── Exercise input ──
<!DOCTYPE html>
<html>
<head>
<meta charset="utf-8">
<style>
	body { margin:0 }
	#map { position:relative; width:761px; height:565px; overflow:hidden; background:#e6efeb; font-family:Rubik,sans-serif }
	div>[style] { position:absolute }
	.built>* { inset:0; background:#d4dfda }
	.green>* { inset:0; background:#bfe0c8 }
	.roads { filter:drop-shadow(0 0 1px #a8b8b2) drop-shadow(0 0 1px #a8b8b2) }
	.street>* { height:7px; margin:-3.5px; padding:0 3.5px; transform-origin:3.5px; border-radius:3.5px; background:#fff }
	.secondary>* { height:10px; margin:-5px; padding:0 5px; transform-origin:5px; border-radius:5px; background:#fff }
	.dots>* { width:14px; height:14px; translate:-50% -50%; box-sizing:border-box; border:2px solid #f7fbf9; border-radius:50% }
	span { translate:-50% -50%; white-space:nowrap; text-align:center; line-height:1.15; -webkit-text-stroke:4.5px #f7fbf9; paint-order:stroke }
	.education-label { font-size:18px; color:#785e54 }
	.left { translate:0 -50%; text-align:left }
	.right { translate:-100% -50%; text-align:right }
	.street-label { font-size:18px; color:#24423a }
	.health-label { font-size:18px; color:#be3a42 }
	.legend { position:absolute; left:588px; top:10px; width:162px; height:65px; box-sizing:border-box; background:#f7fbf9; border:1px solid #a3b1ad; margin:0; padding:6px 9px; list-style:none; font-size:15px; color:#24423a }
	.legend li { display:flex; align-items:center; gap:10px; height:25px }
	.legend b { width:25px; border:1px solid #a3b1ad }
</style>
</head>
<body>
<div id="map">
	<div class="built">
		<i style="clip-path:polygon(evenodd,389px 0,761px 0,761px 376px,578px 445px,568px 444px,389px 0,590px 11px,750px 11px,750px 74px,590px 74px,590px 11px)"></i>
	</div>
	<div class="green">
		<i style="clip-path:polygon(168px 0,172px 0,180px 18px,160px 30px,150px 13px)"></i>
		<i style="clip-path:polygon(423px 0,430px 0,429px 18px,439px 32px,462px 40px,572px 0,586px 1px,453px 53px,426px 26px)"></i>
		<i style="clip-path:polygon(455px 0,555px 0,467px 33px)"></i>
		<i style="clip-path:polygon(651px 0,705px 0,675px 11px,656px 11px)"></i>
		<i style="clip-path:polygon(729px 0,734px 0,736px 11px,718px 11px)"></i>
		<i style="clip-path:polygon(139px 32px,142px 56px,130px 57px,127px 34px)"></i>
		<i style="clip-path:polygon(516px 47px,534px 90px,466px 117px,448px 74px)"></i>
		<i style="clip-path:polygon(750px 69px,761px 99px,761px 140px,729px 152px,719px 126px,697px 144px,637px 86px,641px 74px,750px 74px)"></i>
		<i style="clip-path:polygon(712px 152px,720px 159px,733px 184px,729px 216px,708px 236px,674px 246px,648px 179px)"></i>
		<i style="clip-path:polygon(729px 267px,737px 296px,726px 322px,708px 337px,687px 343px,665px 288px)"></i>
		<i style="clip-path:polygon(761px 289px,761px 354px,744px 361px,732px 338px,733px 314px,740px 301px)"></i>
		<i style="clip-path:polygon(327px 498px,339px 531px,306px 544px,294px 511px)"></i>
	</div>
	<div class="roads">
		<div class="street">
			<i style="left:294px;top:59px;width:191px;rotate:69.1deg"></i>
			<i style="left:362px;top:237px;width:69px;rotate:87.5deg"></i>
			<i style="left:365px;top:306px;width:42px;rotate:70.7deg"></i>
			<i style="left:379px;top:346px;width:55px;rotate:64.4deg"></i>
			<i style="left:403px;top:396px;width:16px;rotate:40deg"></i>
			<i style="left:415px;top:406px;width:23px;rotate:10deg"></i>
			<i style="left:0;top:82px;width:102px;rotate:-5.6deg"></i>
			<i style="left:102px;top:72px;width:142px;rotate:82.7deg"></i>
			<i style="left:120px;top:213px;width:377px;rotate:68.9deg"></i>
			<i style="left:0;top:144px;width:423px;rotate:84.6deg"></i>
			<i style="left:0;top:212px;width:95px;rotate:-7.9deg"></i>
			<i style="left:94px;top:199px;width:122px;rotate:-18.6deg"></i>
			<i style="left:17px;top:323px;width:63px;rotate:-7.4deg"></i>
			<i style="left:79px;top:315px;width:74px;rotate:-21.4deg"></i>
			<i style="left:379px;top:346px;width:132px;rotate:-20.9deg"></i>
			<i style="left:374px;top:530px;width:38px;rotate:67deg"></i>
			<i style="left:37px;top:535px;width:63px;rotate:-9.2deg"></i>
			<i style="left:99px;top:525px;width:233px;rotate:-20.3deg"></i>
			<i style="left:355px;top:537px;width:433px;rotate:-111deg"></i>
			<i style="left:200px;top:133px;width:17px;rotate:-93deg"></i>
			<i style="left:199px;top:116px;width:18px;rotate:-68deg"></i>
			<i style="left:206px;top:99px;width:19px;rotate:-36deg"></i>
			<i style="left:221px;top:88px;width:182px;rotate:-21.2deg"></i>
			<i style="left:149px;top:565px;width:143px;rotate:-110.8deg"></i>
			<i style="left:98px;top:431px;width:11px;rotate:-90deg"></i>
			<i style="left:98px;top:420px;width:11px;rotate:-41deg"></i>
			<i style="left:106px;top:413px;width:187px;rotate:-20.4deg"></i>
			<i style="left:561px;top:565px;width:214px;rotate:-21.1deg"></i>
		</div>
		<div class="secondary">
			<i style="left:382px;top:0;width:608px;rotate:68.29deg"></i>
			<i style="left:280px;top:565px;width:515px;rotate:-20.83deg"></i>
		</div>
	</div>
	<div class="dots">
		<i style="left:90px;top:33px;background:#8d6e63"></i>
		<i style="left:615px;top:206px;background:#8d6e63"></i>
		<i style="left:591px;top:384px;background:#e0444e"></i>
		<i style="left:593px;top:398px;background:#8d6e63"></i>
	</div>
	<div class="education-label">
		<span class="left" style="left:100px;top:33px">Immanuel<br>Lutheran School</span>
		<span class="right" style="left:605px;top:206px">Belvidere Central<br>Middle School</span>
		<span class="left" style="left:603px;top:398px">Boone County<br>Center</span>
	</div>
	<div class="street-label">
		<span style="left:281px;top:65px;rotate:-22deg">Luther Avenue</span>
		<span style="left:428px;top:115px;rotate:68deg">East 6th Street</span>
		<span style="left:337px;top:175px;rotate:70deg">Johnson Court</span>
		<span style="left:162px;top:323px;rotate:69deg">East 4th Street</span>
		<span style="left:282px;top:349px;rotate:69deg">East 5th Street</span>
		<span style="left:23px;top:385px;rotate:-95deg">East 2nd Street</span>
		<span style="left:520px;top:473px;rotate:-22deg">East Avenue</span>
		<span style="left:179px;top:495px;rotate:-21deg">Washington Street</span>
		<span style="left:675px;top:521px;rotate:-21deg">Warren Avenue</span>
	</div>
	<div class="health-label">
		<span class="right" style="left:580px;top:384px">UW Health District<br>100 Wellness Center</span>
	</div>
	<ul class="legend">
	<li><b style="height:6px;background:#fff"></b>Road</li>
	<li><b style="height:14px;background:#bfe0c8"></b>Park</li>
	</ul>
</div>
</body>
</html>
───
◆ Work instructions ◆
Take the listing above and repeat exactly the lines from the one containing "filter:drop-shadow(0 0 1px" through the one containing "translate:-50% -50%; white-space:nowrap;", both included.

◆ Expected answer ◆
	.roads { filter:drop-shadow(0 0 1px #a8b8b2) drop-shadow(0 0 1px #a8b8b2) }
	.street>* { height:7px; margin:-3.5px; padding:0 3.5px; transform-origin:3.5px; border-radius:3.5px; background:#fff }
	.secondary>* { height:10px; margin:-5px; padding:0 5px; transform-origin:5px; border-radius:5px; background:#fff }
	.dots>* { width:14px; height:14px; translate:-50% -50%; box-sizing:border-box; border:2px solid #f7fbf9; border-radius:50% }
	span { translate:-50% -50%; white-space:nowrap; text-align:center; line-height:1.15; -webkit-text-stroke:4.5px #f7fbf9; paint-order:stroke }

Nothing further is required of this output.